At the same time I work the summer orientation sessions at Loyola College registering incoming freshmen for classes. Time and again students cannot pass the placement exam for college calculus. Many students cannot pass the exam for pre-calculus and that saddles them with a non-credit remedial math course. Without the ability to take college-level math the choices students have for majors are severely limited. No college-level math course means not majoring in any of the sciences, engineering, computer, business, or social science programs.

A colleague in the engineering department complained to me that many students who wanted to major in engineering could not place into calculus. The engineering program is structured so that no calculus means no physics freshmen year and no physics means no engineering courses until it’s too late to complete the program in four years. For all practical purposes readiness for calculus as an entering freshmen determines choice of major and career. The math placement test given to incoming freshmen at orientation has much higher stakes than any test given in high school. But, the placement test has no course grade or teacher evaluation associated with it. No one but the student has any responsibility for its outcome.

So if eighth graders are taught math at the level of a college sophomore why are graduating seniors struggling? From my knowledge of both curricula I see three problems.

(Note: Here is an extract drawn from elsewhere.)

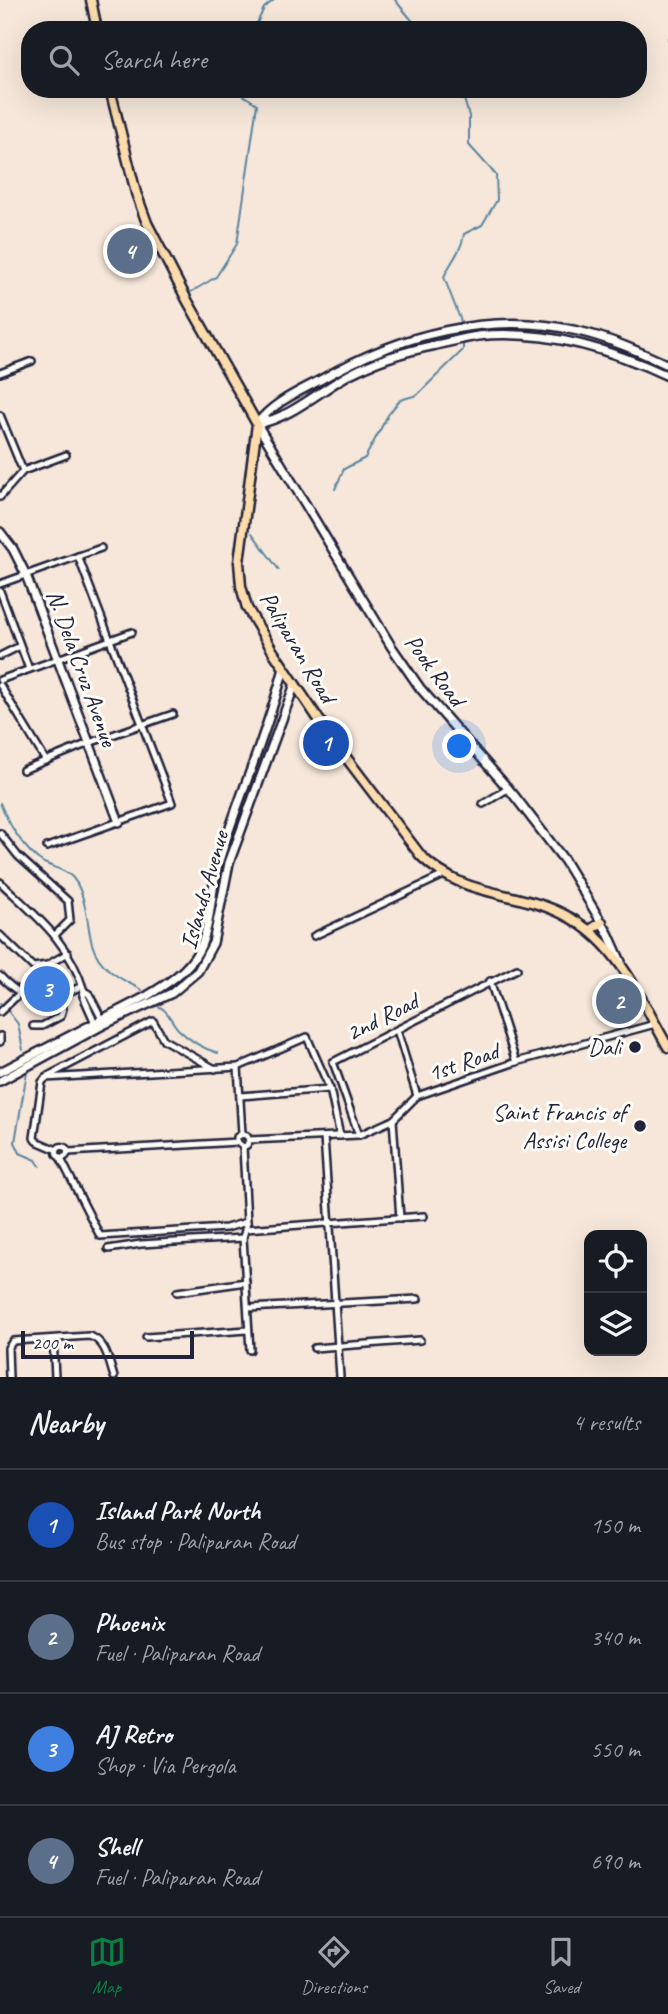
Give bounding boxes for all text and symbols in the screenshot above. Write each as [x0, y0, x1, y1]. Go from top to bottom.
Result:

1. Confusing difficulty with rigor. It appears to me that the creators of the grade school math curricula believe that “rigor” means pushing students to do ever more difficult problems at a younger age. It’s like teaching difficult concerti to novice musicians before they master the basics of their instruments. Rigor—defined by the dictionary in the context of mathematics as a “scrupulous or inflexible accuracy”—is best obtained by learning age-appropriate concepts and techniques. Attempting difficult problems without the proper foundation is actually an impediment to developing rigor.

2. Mistaking process for understanding. Just because a student can perform a technique that solves a difficult problem doesn’t mean that he or she understands the problem. There is a delightful story recounted by Nobel-prize winning physicist Richard Feynman in his book Surely You're Joking, Mr.Feynman!: Adventures of a Curious Character
about an arithmetic competition between him and an abacus salesman. (The incident happened in the 1950’s before the invention of calculators.) Here is the link to the full text of the story.

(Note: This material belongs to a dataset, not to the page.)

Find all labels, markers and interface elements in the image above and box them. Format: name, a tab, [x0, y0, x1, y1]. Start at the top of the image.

Feynman and the abacus salesman competed on who could do arithmetic faster. Feynman lost when the problems were simple addition. But he was very competitive at multiplication and won easily at the apparently impossible task of finding a cubed root. The salesman was totally bewildered by the outcome. How can Feynman have a comparative advantage at hard problems when he lags far behind at the easy ones? But when Feynman tried to explain his techniques he discovered the salesman had no understanding of arithmetic. All he does is move beads on an abacus. It was not possible for Feynman to teach the salesman additional mathematics because despite appearances he understood absolutely nothing.

This is the problem with teaching eight-graders techniques such as matrix inversion. The arithmetic steps can be memorized but it will be a long time, if ever, before the concept and motivation for the process is understood. That raises the question of what exactly is being accomplished with such a curricula? Learning techniques without understanding them does no good in preparing students for college. At the college level emphasis is on understanding, not memorization and computation prowess.

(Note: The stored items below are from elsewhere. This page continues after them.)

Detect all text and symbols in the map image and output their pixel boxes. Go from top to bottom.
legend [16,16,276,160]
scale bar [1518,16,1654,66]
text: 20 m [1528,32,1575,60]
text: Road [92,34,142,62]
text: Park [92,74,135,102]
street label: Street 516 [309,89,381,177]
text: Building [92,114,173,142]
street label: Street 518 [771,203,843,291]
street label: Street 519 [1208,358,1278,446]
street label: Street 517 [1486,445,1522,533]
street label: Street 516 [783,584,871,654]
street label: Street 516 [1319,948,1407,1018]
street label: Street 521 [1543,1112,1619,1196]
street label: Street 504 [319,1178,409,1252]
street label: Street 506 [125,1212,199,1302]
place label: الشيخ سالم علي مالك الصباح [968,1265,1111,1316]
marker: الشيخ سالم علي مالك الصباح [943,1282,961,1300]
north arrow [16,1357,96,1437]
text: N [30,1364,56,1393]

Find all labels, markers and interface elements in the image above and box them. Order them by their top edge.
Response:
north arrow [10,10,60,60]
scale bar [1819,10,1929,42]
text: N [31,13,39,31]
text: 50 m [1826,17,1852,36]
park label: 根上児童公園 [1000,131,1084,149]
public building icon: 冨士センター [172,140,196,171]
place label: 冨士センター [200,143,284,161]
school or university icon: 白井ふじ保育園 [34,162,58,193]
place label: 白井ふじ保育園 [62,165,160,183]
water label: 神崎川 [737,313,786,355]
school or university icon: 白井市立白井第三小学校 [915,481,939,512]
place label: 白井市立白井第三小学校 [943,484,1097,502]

3. Teaching concepts that are developmentally inappropriate. Teaching advanced algebra in middle school pushes concepts on students that are beyond normal development at that age. Walking is not taught to six-month olds and reading is not taught to two-year olds because children are not developmentally ready at those ages for those skills. It is very difficult to short-cut development. All teachers dream of arriving at a crystal clear explanation of a concept that will cause an immediate “aha” moment for the student. But those flashes of insight cannot happen until the student is developmentally ready. Because math involves knowledge, skill and understanding of symbolic representations for abstract concepts it is extremely difficult to short cut development.

When I tutored my other daughter in seventh grade algebra, in her words she “found it creepy” that I knew how to do every single problem in her rather large textbook. When I related the remark to a fellow physicist he said: “But its algebra. There are only three or four things you have to know.” Yes, but it took me years of development before I understood there were only a few things you had to know to do algebra. I can’t tell my seventh grader or anyone else without the proper developmental background the few things you have to know for algebra and send them off to do every problem in the book.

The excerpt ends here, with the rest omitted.